I'm not convinced we entirely made progress on this revision.

It's likely I missed or have forgotten the list discussion on some of these 
items, sorry for any repetition.

This revision removes the optional version field, adds a new optional field for 
discovery method, and adds a paragraph on data consistency in reporting.  
There are other changes that look to be editorial.

I agree with the removal of the version field.  It never made any sense to me.

I see though that the version element is only removed from the text, not from 
Appendix A and Appendix B.  Is it intended to be removed?  Now I'm confused.

I don't understand who is expected to implement DMRCbis and report using the 
PSL.  If you want to keep using RFC 7489, nothing stops you, but it would be 
odd to decide not to upgrade your DMARC processing, but still expend 
engineering resources to upgrade your reporting.

Also, this revision correctly drops the reference to RFC 7489 because it was 
no longer referenced in Section 2.1, but now it's referenced in the schema, so 
doesn't it need to be added back?  Also, this is presumably published with 
DMARCbis, which will obsolete RFC 7489.  Is it good IETF practice to reference 
historic documents?

I'm not sure this really adds much.  If we do keep it, I think it's in the 
wrong section.  How you found the policy isn't the policy that was published.  
I think this goes in the metadata section.

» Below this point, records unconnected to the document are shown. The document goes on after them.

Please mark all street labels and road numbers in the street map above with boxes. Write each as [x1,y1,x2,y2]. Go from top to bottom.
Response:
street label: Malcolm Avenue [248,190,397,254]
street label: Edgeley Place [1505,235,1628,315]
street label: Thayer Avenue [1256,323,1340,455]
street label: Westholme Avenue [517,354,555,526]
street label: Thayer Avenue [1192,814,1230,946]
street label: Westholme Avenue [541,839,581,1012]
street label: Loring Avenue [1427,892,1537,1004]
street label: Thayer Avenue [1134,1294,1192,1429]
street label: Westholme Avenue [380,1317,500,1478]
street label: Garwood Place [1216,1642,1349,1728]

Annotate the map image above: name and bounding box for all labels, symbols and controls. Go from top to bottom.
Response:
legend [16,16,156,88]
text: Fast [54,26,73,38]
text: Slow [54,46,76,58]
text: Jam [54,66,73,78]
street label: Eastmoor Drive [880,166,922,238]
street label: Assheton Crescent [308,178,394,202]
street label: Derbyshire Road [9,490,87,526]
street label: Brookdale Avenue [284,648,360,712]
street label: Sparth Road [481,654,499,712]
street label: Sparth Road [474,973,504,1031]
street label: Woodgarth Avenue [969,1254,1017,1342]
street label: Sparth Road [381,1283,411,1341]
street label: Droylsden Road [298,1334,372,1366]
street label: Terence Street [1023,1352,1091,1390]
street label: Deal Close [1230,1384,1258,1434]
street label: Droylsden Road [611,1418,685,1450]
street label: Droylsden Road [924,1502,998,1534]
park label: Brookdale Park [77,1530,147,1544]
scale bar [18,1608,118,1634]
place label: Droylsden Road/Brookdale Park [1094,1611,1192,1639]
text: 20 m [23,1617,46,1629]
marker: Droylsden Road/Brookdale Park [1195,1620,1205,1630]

Regarding "Data Consistency in Reporting", I don't see the point.  Who is 
going to read this section and do something different?  Are we suggesting that 
recording the results and reporting them is not sufficient?  Do receivers need 
to run a second DMARC check on the data before sending feedback to make sure 
it's consistent?  I reads like a plea not to use buggy software.  Who do we 
expect to read an RFC and then realize they should test before deploying to 
avoid sending inconsistent data?  Seriously, what behavior are we trying to 
motivate here that fits within an RFC's scope?